6. Nano-Based Drug Delivery Systems for COVID-19 Management

The use of nanotechnology in drug and vaccine delivery has been considered a breakthrough alternative to overcome the current limitations of vaccine delivery. Nowadays, the delivery of small interfering RNA (siRNA) for the treatment of many diseases becomes successful when encapsulated in nanocarriers as applied in the Moderna COVID-19 vaccine [227]. The two main processes of delivering nanoparticle-based vaccine (NPb-V) include (i) encapsulating RNA/DNA or antigen within nanocarriers to protect them from proteolytic degradation, allowing the direct delivery of vaccine into the nucleus of the target cell. (ii) The coating of antigen or RNA/DNA on the surface nanocarriers that allow them to mimic the virus [228]. For instance, the coating of SARS-CoV S-protein on the surface of nanocarriers could elicit a specific immune response and result in the formation of a specific antibody against it. Furthermore, the incorporation of purified human immunoglobulin (isolated from COVID-19-infected patients) on the top of nanocarriers could be a promising means of creating novel NPb-V against COVID-19 [229].
However, there are several promising nanocarriers used for vaccine delivery against SARS-CoV-related viruses, including COVID-19 [230].
The study of RNA-mediated therapies that naturally generated nano-vesicles known as exosomes has received high interest, owing to their ability to combine functional miRNAs and transmit them to the target cells [231] Chi H. et al. reported that the in vivo vaccination of mice has shown a good prognosis. The vaccine was prepared from the SARS-CoV S protein incorporated into micellular NPs using Matrix M1 as an adjuvant excipient. The same approach was used by Novavax (NVX-CoV2373) in developing the COVID-19 vaccine [232]. Mao L. et al. obtained a similar result after using the same nanomaterial with aluminum adjuvant in vaccination against MERS-CoV [233]. Solid-lipid NPs (SLNs) have a great ability to mimic the virus and they could be easily modified to achieve their full potential, whereas the use of liposomes could be more adventurous in terms of vaccine development against respiratory viruses because it can be modified to resemble the virus particles and the vaccine can therefore be developed without the use of virus peptides. The same technology has been used to immunize mice against influenza upon intranasal administration [234]. In addition, the similarity of exosomes with the body cells makes it a double edge-sword for delivering both drugs and RNA or DNA-containing vaccines. Although the use of exosomes as NPb-V was limited due to the scarce amount to be fabricated [82]. Mazini L. et al. reported the safety and efficacy of intranasal administration of exosomes among severe COVID-19-infected patients [235].
The concept of encapsulating mRNA or siRNA in nanocarriers is a promising means of enhancing vaccine delivery and stability. For instance, Moderna’s mRNA-1273 vaccine was developed by encapsulating mRNA in SLNPs, and it was found to be among the most successful COVID-19 vaccines [236].

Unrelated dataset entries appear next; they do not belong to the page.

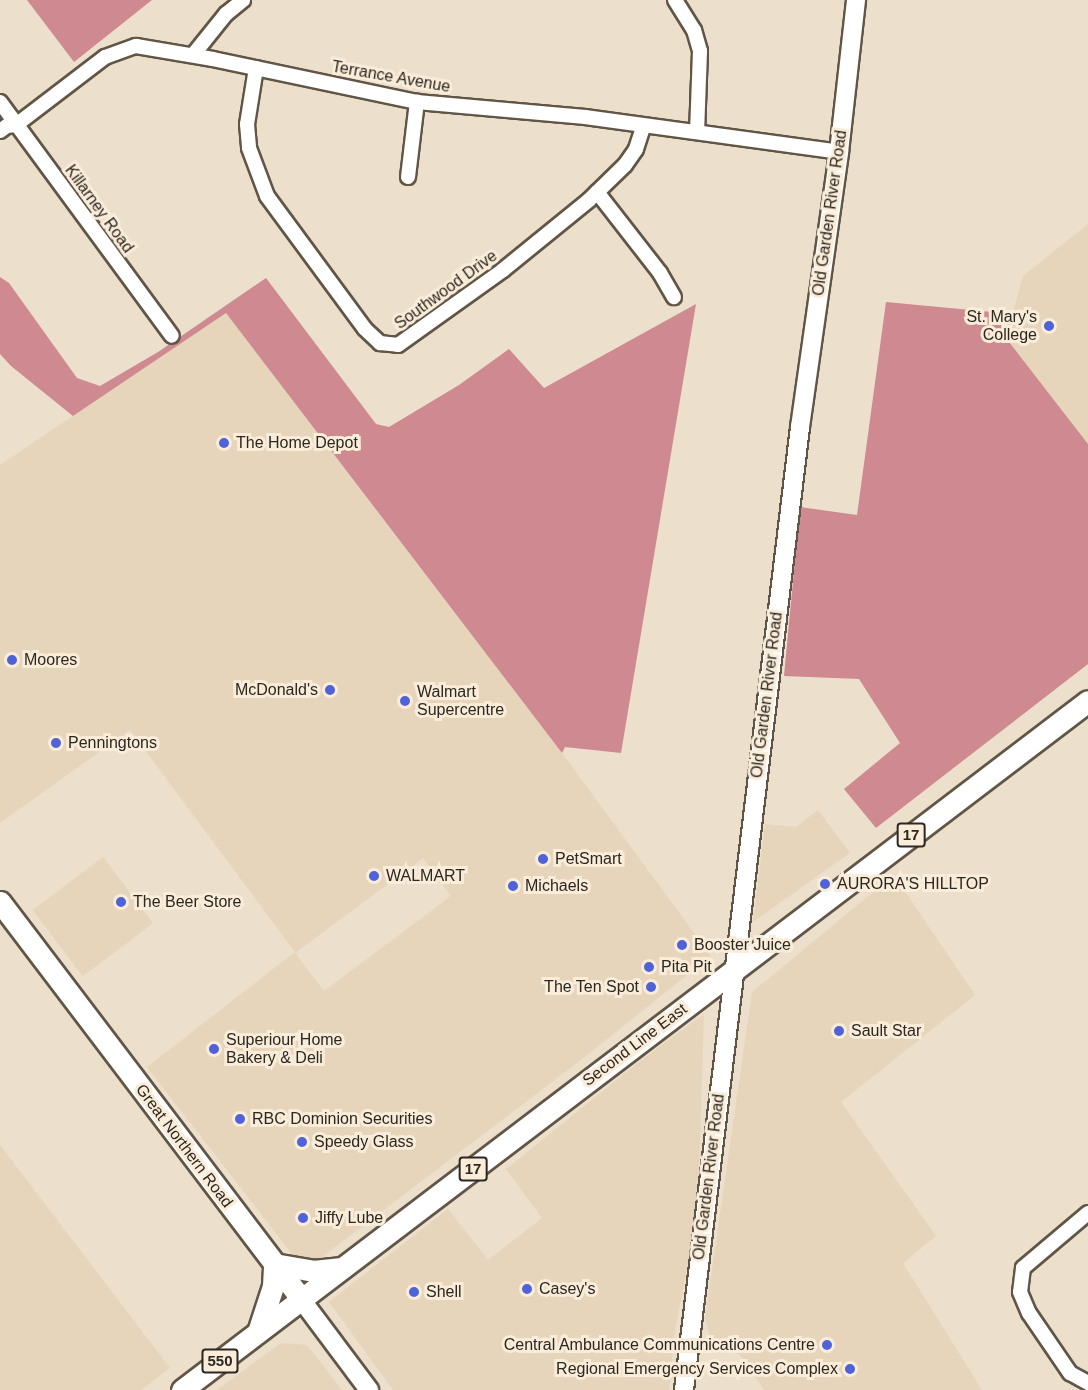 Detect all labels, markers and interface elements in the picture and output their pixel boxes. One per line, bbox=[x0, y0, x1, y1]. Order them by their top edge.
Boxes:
street label: Terrance Avenue bbox=[330, 57, 452, 97]
street label: Old Garden River Road bbox=[809, 129, 851, 297]
street label: Killarney Road bbox=[61, 161, 137, 257]
street label: Southwood Drive bbox=[391, 246, 501, 334]
place label: St. Mary's College bbox=[966, 307, 1037, 345]
marker: St. Mary's College bbox=[1042, 319, 1056, 333]
place label: The Home Depot bbox=[236, 433, 358, 453]
marker: The Home Depot bbox=[217, 436, 231, 450]
street label: Old Garden River Road bbox=[747, 611, 787, 779]
place label: Moores bbox=[24, 650, 77, 670]
marker: Moores bbox=[5, 653, 19, 667]
place label: McDonald's bbox=[235, 680, 318, 700]
place label: Walmart Supercentre bbox=[417, 682, 504, 720]
marker: McDonald's bbox=[323, 683, 337, 697]
marker: Walmart Supercentre bbox=[398, 694, 412, 708]
place label: Penningtons bbox=[68, 733, 157, 753]
marker: Penningtons bbox=[49, 736, 63, 750]
road number: 17 bbox=[896, 823, 926, 847]
place label: PetSmart bbox=[555, 849, 622, 869]
marker: PetSmart bbox=[536, 852, 550, 866]
place label: WALMART bbox=[386, 866, 465, 886]
marker: WALMART bbox=[367, 869, 381, 883]
place label: AURORA'S HILLTOP bbox=[837, 874, 989, 894]
place label: Michaels bbox=[525, 876, 588, 896]
marker: AURORA'S HILLTOP bbox=[818, 877, 832, 891]
marker: Michaels bbox=[506, 879, 520, 893]
place label: The Beer Store bbox=[133, 892, 242, 912]
marker: The Beer Store bbox=[114, 895, 128, 909]
place label: Booster Juice bbox=[694, 935, 791, 955]
marker: Booster Juice bbox=[675, 938, 689, 952]
place label: Pita Pit bbox=[661, 957, 712, 977]
marker: Pita Pit bbox=[642, 960, 656, 974]
place label: The Ten Spot bbox=[544, 977, 639, 997]
marker: The Ten Spot bbox=[644, 980, 658, 994]
street label: Second Line East bbox=[579, 1000, 691, 1090]
place label: Sault Star bbox=[851, 1021, 921, 1041]
marker: Sault Star bbox=[832, 1024, 846, 1038]
place label: Superiour Home Bakery & Deli bbox=[226, 1030, 342, 1068]
marker: Superiour Home Bakery & Deli bbox=[207, 1042, 221, 1056]
street label: Great Northern Road bbox=[131, 1081, 237, 1211]
street label: Old Garden River Road bbox=[689, 1093, 729, 1261]
place label: RBC Dominion Securities bbox=[252, 1109, 433, 1129]
marker: RBC Dominion Securities bbox=[233, 1112, 247, 1126]
place label: Speedy Glass bbox=[314, 1132, 414, 1152]
marker: Speedy Glass bbox=[295, 1135, 309, 1149]
road number: 17 bbox=[458, 1157, 488, 1181]
place label: Jiffy Lube bbox=[315, 1208, 383, 1228]
marker: Jiffy Lube bbox=[296, 1211, 310, 1225]
place label: Casey's bbox=[539, 1279, 595, 1299]
place label: Shell bbox=[426, 1282, 462, 1302]
marker: Casey's bbox=[520, 1282, 534, 1296]
marker: Shell bbox=[407, 1285, 421, 1299]
place label: Central Ambulance Communications Centre bbox=[503, 1335, 815, 1355]
marker: Central Ambulance Communications Centre bbox=[820, 1338, 834, 1352]
road number: 550 bbox=[200, 1349, 240, 1373]
place label: Regional Emergency Services Complex bbox=[556, 1359, 838, 1379]
marker: Regional Emergency Services Complex bbox=[843, 1362, 857, 1376]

7. Challenges and Perspectives

It is not naysaying that nanomaterials play a crucial role in tacking against COVID-19 pandemic; their applications include but are not limited to drug repurposing, vaccine development, diagnosis, spread mitigation and enhancement of the delivery efficiency of such drugs via various routes. Despite these advantages, several reports claim the association of nanomaterials (especially metallic NPs) with mutagenicity, toxicity and generation of free radicals that lead to cellular and tissue damage.
The identification of the SARS CoV-2 virus remains the main obstacle to its management amidst the pandemic outbreak. Rapid testing tools were necessary, especially for large cities and isolated locations with a high population density. This necessitated the application of cutting-edge bio-nanotechnology to the control of COVID-19 through the identification of appropriate bioactive functional systems with detecting capabilities. Perhaps the construction of nano-enabled miniaturized biosensors for SARS-CoV-2 virus protein detection exemplifies the concept of compartmentalization-based methodology. Bioinformatic primers are used in the application of point of care to correct infection progression based on race, gender and location. Although even the mutated forms of the COVID-19 virus, such as the delta strain, have caused a lot of problems, a recent vaccine approved for emergency use has had a lot of success. The major challenge with the COVID-19 virus is rapid mutation. The long-term goal is to develop a medicine that can help the immune system via nanotechnology.
Additionally, the problem of dose-dependency, biogenetic and biodegradability of NPs should be handled with caution. The clinical evaluation of nanoparticle-based in vitro studies requires a critical assessment of biocompatibility, which could result in cellular irreversible damage. It is essential to understand the actual mechanism of cellular interaction of nanoparticles, which will pave the way to knowing how they trigger the irreparable damage to the cells, enzymes and virus structure. It is of great interest to design desirable NPs of high drug entrapment capacity and targeted release of the drug varying high bioavailability, distribution and low metabolism. However, the NPs can be employed to achieve both passive and active targeting due to their nanosized structure and ability to be functionalized with ligand and virus’ specific antibodies, respectively.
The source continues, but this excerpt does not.